→ **TASK INPUTS**:
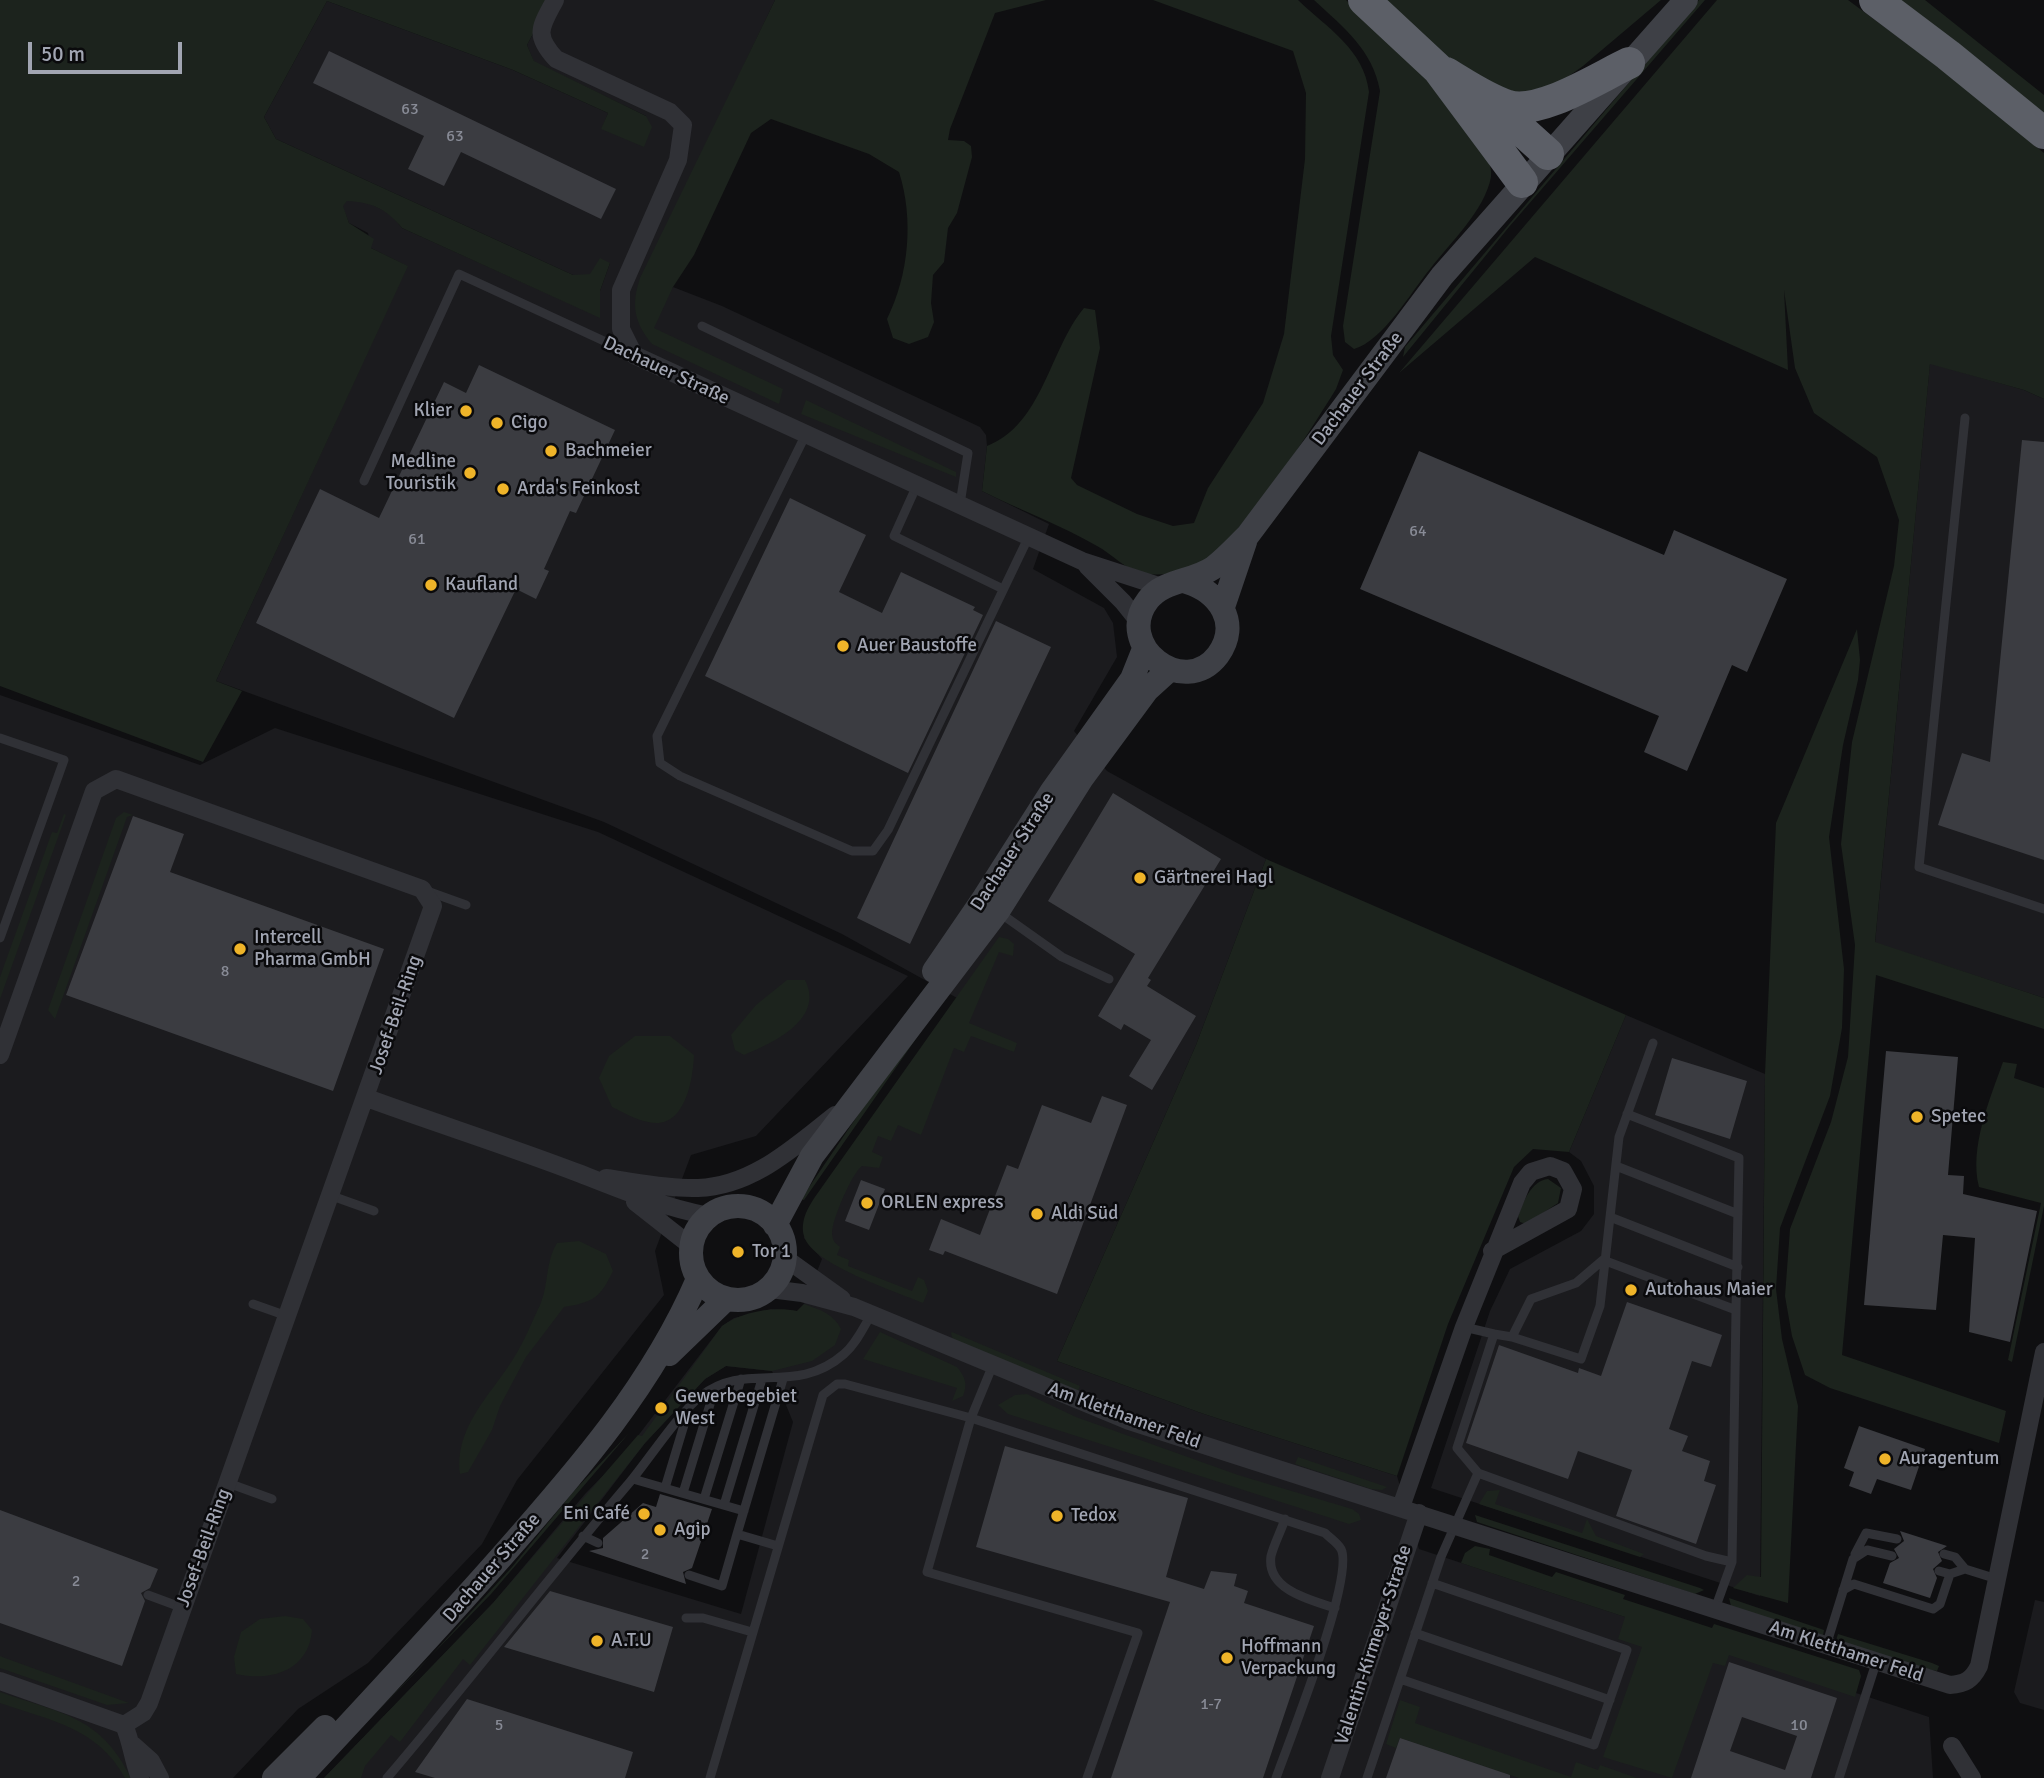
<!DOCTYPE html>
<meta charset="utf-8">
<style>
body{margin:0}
#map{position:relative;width:2044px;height:1778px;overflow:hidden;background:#0f0f11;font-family:Signika,sans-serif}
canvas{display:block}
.scale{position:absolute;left:28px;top:42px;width:154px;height:32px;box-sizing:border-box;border:4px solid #a1a5b2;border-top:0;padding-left:9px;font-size:21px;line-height:24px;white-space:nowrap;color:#a1a5b2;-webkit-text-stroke:5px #0a0a0c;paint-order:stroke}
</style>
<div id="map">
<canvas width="2044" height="1778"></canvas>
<div class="scale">50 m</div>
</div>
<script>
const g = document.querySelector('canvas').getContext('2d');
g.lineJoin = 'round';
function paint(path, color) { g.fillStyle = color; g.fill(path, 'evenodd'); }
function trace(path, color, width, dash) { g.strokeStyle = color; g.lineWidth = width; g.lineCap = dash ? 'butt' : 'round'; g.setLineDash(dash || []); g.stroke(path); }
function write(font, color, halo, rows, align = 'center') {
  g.font = font + ' Signika,sans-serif'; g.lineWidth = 5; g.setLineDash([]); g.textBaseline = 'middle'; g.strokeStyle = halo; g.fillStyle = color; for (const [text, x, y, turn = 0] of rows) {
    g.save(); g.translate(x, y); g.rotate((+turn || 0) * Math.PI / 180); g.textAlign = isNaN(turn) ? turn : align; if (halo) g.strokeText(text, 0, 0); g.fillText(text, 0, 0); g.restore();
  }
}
paint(new Path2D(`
 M551,0H775L745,63L664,295L673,287L722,306L980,427L986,435L987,446L982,491L1049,524L1033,569L1104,608L1113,623L1117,657L1074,731L1107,771L1266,859L1196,1045L1057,1361L1204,1414L1397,1476L1419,1549L1929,1717L1933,1778H324L493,1603L585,1494L624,1454L722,1326L734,1318L771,1309L797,1311L804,1304L822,1259L804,1238L807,1211L957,998L842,934L604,822L216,681L407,266L371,248L368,233L349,223L342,206L347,200L364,201L390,213L402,228L600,317V291L610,263L590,275H573L276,139L264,117L327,1L513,70L608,113L602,129L646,116L534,62L527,45ZM726,1366L772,1371L793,1422L741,1614L557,1558L645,1443L705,1379Z
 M1930,363L2024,390L2044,399V998L1875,943Z
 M0,695L200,765L275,728L598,832L908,976L756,1136L691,1155L655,1251L664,1295L517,1480L482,1544L368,1663L298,1709L233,1778H0Z
 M1626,1015L1765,1074L1760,1596L1431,1488L1490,1311L1510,1269L1581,1231L1594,1214V1186L1581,1161L1569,1152Z
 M2035,1600L2044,1602V1710L2020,1703L2014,1692Z`), '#1b1b1e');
paint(new Path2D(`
 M0,0H551L527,45L534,61L646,116L652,127L644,147L601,129L608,113L513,70L327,1L264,117L276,139L573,275L590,274L600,258L610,263L600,291V318L402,228C387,209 371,202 347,201L343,206L349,223L374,239L371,248L408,266L216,681L242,691L203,762L0,686Z
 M775,0H1046L995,13L950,129L948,140L964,141L971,146L972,157L957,213L948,228L944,262L933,275L931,303L934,322L928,337L909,344L893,338L887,319C909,275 914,219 899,172L869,154L771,119L751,133L694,255L673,287L654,328L783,389L779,404L652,344C634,322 631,305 640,278Z
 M1153,0H1298C1327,28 1364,49 1369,92L1331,336L1333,355L1343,370L1336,389C1306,438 1248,528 1204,562C1191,572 1159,577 1142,573C1126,570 1112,554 1097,546C1061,525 1020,510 982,491L987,446C1043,424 1049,350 1084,308L1095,310L1100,348L1071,478L1077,485L1137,514L1173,526L1194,523L1208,488L1263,403L1284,334L1305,159L1306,93L1293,51Z
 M1314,0H1346C1375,28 1499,139 1491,177C1485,210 1450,243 1430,269C1411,292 1383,341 1354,349L1345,342L1343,326L1380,91C1373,50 1343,27 1314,0Z
 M1383,0H1661L1583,66L1544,94L1518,99L1463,71Z
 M1699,0H1705L1509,227L1403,357L1405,347Z
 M1717,0H1848L1956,80L2044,153V399L2024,390L1930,364L1875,942L2044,998V1029L1876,975L1842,1355L2006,1411L1999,1443L1830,1388L1805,1375L1792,1336L1785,1296L1790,1229L1831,1122L1848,1057L1855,945L1841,844L1852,742L1894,566L1899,520L1877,457L1814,413L1795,368L1784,290L1788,370L1535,257L1399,373Z
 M1899,0H1925L2044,95V116Z
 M806,400L956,472V477L801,414Z
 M1857,629L1860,660L1858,680L1843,745L1829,837L1844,969L1842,1028L1830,1096L1780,1228L1776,1289L1782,1339L1798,1406L1788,1603L1733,1588L1747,1575L1761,1577L1765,1074L1776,823Z
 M124,812L133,815L127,817L55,1019L48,1010L116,818Z
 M64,814L66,815L0,999V977L52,832L57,833Z
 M1266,859L1626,1015L1569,1152L1533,1149L1514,1167L1448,1324L1397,1476L1204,1414L1057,1361L1196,1045Z
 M999,937L1008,939L1014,944L1013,956L999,952L969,1023L1017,1043L1014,1052L971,1036L964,1052L954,1048L921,1135L898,1125L891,1141L878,1136L872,1152L883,1157L879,1168L862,1166C852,1173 832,1220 832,1233C832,1240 835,1243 840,1247L837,1255L849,1260L848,1266L912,1291L918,1277L924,1280L928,1291L923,1303C897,1292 811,1264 804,1236C799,1218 812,1201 822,1187Z
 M787,980H805C825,1019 773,1043 744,1055L735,1050L731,1035L756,1005Z
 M920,1033L804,1200L801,1199L896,1059Z
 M635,1036H670L694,1055C693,1080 685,1131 648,1122C636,1120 623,1112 612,1107L599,1078L609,1056Z
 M2003,1062L2017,1064L2014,1078L2044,1088V1206L2012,1362L2008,1360L2041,1203L1979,1187C1969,1147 1990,1099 2003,1062Z
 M1548,1179L1561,1188L1558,1203L1526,1224L1520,1222L1518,1216C1524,1201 1531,1181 1548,1179Z
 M579,1241L606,1254L613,1271C600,1298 594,1302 564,1307L526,1357L500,1406L492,1430L468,1472L460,1474C454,1423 497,1390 519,1349C527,1335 533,1319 540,1305C549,1284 545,1263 557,1243Z
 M804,1304C820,1310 833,1313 841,1329L835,1345L812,1361L772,1371L726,1366L705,1379L645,1443L470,1665L463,1659L400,1742L391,1735L365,1766L361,1778H324L493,1603L638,1435L642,1436L722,1326C741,1312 774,1306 797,1311Z
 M880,1332L957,1367C965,1377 968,1383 963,1396L952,1401L957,1388L863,1359Z
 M951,1333L952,1332L1080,1386L1077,1393L953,1340Z
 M1027,1394L1076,1417L1238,1475L1352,1509L1359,1514L1361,1520L1349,1524L1008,1414L998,1405L1015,1395Z
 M629,1433L491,1594L330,1760L418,1670L512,1567L573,1492Z
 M1298,1457L1387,1487L1382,1490L1371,1489L1295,1464Z
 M1500,1490L1495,1504L1582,1533L1587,1519L1596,1536L1644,1554L1640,1557L1479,1504L1487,1491Z
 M1475,1515L1700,1588L1704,1590L1695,1594L1477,1522Z
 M1475,1546L1490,1549L1489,1555L1552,1577L1556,1572L1625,1595L1623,1599L1712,1628L1714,1624L1859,1670L1861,1676L1855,1697L1729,1655L1725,1666L1713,1663L1672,1778L1603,1757L1642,1647L1618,1639L1625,1617L1461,1563L1465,1553Z
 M1729,1598L1824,1630L1823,1636L1731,1606Z
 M285,1616L303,1619L312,1630C309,1670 272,1682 236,1674L234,1657L241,1632L260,1619Z
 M1838,1634L1932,1663L1939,1666L1937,1671L1927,1669L1836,1640Z
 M0,1656L5,1658L129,1703L107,1705L0,1668Z
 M0,1692C61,1714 100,1715 131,1778H125C97,1727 51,1721 0,1703Z
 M1400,1700L1420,1707L1415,1723L1571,1777L1576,1762L1598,1770L1600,1765L1637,1778H1519L1400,1738L1396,1748L1386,1744Z`), '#1c231d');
paint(new Path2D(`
 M329,51L616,189L601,219L461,152L444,186L408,169L424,136L313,83Z
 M479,365L615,430L576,513L570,511L544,569L549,571L536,599L516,589L454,718L256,623L320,489L379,518L444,382L466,393Z
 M2022,440L2044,442V860L1938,825L1962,753L1990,762Z
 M1419,451L1664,555L1674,530L1787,579L1747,672L1732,665L1687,771L1644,752L1659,716L1360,589Z
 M790,498L866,535L839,592L882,613L901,572L975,607L973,610L983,615L908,773L705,676Z
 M996,621L1051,647L910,944L857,918Z
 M1113,793L1221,859L1148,978L1151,980L1147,986L1196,1016L1152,1090L1129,1076L1151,1040L1124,1024L1121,1030L1098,1016L1135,954L1048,901Z
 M133,816L184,834L170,872L384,949L333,1091L66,995Z
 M1886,1051L1958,1057L1948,1175L1964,1176L1963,1194L2037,1211L2010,1342L1969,1332L1975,1238L1943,1235L1936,1310L1864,1305Z
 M1672,1058L1747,1081L1730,1139L1655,1115Z
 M1102,1096L1127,1105L1057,1294L945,1251L943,1255L929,1250L941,1219L980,1235L1007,1165L1018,1169L1042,1105L1091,1123Z
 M861,1180L885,1189L869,1230L845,1221Z
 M1627,1302L1722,1335L1711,1367L1692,1361L1669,1429L1688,1436L1682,1451L1710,1461L1704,1481L1716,1485L1696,1544L1616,1516L1632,1470L1578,1451L1568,1479L1466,1443L1499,1345L1578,1373L1579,1368L1601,1376Z
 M1859,1426L1925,1449L1911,1490L1877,1479L1871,1494L1849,1486L1854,1472L1844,1468Z
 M1005,1446L1188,1498L1166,1577L1204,1589L1211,1571L1237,1574L1234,1586L1248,1591L1244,1603L1314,1626L1263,1778H1111L1170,1602L976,1547Z
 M660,1494L712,1509L692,1568L683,1572L686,1584L589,1551L603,1548V1538L643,1503L656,1507Z
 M0,1510L158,1569L150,1588L141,1593L145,1601L122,1666L0,1623Z
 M1900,1531L1947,1546L1938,1552L1942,1561L1933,1569L1937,1578L1930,1598L1883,1583L1890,1563L1899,1558L1894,1549L1904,1541Z
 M550,1591L673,1627L654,1692L504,1647Z
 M1729,1662L1837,1698L1811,1778H1691ZM1742,1717L1797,1736L1785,1770L1730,1751Z
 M467,1699L633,1752L625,1778H435L415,1772Z
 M1400,1738L1510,1775V1778H1386Z`), '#3b3c41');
trace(new Path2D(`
 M702,326L968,453L960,504
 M1965,418L1919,867L2044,909
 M805,436L657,736L660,763L680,776L852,851H873L888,830L1029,536
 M364,481L459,274L632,354
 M917,485L894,536L1003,589
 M0,738L64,760L0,938
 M427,891L466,905
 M1000,913L1062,957L1109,979
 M1627,1114L1739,1158L1736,1310
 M1616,1166L1738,1214
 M332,1196L374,1211
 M1610,1217L1738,1267
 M253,1304L287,1316
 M1464,1327L1494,1334
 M1512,1337L1581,1359L1600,1306L1619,1137L1653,1043
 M1478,1473L1706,1556L1732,1562
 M633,1479L744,1511
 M228,1483L272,1499
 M665,1488L687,1415
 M683,1493L715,1388
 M704,1499L741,1379
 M724,1505L762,1379
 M1285,1519C1281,1531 1274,1544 1271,1556C1266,1590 1311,1600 1335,1608
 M583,1536L598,1543
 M778,1546L737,1534L783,1379
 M1855,1554L1866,1533L1897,1539
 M1944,1554L1955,1557L1965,1569L1997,1579
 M1939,1571L1950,1574L1965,1569
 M689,1575L722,1586L737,1534
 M1843,1590L1854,1584L1933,1609L1940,1604L1950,1574
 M148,1595L183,1608
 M686,1618H703L752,1632
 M1415,1633L1610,1700
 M1826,1646L1853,1559L1867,1550L1892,1556
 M1400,1679L1594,1745L1627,1650L1432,1583
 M387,1778C470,1681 547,1579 630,1482C649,1459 679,1413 701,1396C746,1360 795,1397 844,1354C856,1344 863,1328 871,1315
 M710,1778L823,1395L837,1384H845L971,1418L992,1367
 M1087,1778L1138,1633L927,1572L971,1418L1325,1533C1330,1538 1338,1543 1341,1549C1355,1577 1289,1741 1276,1778
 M1367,1778L1441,1557L1478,1473L1457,1448L1494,1334L1512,1337L1531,1299L1576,1283L1603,1260L1736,1310L1732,1562L1715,1609
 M1839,1778L1876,1663`), '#303136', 9);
trace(new Path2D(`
 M555,0C541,27 533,34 556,59L670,112L683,125L678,160L621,290V329L634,355L1082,561L1162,587
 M1087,566L1123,602L1139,622
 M0,1055L94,791L116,779L422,889L433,906L149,1703L143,1713L124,1725L0,1681
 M367,1098C438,1124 511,1147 581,1174C624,1191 663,1207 709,1216
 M606,1178C636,1182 668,1189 698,1188C753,1186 794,1147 835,1115
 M635,1202L691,1246
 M785,1258L842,1299
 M770,1289L802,1293L854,1307L1129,1421L1950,1685C1965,1684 1972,1680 1979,1666L2044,1352
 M1401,1507L1464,1327L1522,1183L1531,1172L1550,1166L1563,1171L1573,1189L1568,1209L1492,1251
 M124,1725C132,1743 133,1761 140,1778
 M133,1745L151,1761L160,1778
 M1952,1746L1972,1778
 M1330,1778L1419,1513`), '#303136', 18);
trace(new Path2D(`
 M1187,582C1219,592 1241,623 1218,655C1184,700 1113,645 1148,600C1163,580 1192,582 1213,568C1225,559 1237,546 1248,535L1442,276L1686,0
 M1223,607L1245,542
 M934,971L984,898L1052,791L1132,679L1144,649
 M691 1253a47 47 0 1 1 94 0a47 47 0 1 1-94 0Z
 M775,1225L812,1156L998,911L1082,778L1147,690L1169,670
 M669,1354L726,1299
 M274,1778L325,1727
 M299,1778C368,1704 436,1631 503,1555C578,1470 653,1384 698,1279`), '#3e4046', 24);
trace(new Path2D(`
 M1364,0L1438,69L1522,182
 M1875,0L1948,55L2044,133
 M1446,73C1466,85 1486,99 1508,106C1541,115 1599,77 1629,63
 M1488,100L1548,154`), '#5c5f67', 32);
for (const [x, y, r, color] of [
 [466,411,7,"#efb429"],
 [497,423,7,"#efb429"],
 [551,451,7,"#efb429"],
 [470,473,7,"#efb429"],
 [503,489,7,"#efb429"],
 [431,585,7,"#efb429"],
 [843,646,7,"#efb429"],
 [1140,878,7,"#efb429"],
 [240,949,7,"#efb429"],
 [1917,1117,7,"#efb429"],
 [867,1203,7,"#efb429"],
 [1037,1214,7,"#efb429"],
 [738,1252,7,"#efb429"],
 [1631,1290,7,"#efb429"],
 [661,1408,7,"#efb429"],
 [1885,1459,7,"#efb429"],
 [644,1514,7,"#efb429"],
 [1057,1516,7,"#efb429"],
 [660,1530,7,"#efb429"],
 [597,1641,7,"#efb429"],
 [1227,1658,7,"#efb429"]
]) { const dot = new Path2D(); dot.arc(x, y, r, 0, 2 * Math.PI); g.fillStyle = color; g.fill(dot); trace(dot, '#0a0a0c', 2.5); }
write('16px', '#888b96', null, [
 ["63",410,110],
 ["63",455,137],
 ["64",1418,532],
 ["61",417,540],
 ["8",225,972],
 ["2",645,1555],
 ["2",76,1582],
 ["1-7",1211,1705],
 ["5",499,1726],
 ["10",1799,1726]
]);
write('19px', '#a1a5b2', '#0a0a0c', [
 ["Dachauer Straße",666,371,25],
 ["Dachauer Straße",1358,389,-53],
 ["Dachauer Straße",1013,852,-57],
 ["Josef-Beil-Ring",396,1015,-71],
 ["Am Kletthamer Feld",1124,1416,20],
 ["Josef-Beil-Ring",204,1548,-70],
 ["Dachauer Straße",492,1568,-49],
 ["Valentin-Kirmeyer-Straße",1374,1645,-72],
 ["Am Kletthamer Feld",1846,1652,18]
]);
write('19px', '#a1a5b2', '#0a0a0c', [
 ["Klier",452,411,"right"],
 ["Cigo",511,423],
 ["Bachmeier",565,451],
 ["Medline",456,462,"right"],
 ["Touristik",456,484,"right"],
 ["Arda's Feinkost",517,489],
 ["Kaufland",445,585],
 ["Auer Baustoffe",857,646],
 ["Gärtnerei Hagl",1154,878],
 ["Intercell",254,938],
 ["Pharma GmbH",254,960],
 ["Spetec",1931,1117],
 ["ORLEN express",881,1203],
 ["Aldi Süd",1051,1214],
 ["Tor 1",752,1252],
 ["Autohaus Maier",1645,1290],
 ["Gewerbegebiet",675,1397],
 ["West",675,1419],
 ["Auragentum",1899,1459],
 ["Eni Café",630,1514,"right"],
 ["Tedox",1071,1516],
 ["Agip",674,1530],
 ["A.T.U",611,1641],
 ["Hoffmann",1241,1647],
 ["Verpackung",1241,1669]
], 'left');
</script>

→ **INSTRUCTIONS TO FOLLOW**: Report the number of lines in the entries above that include the string "setLineDash". Give nothing but the number.

→ **SOLUTION TO THIS EXERCISE**: 2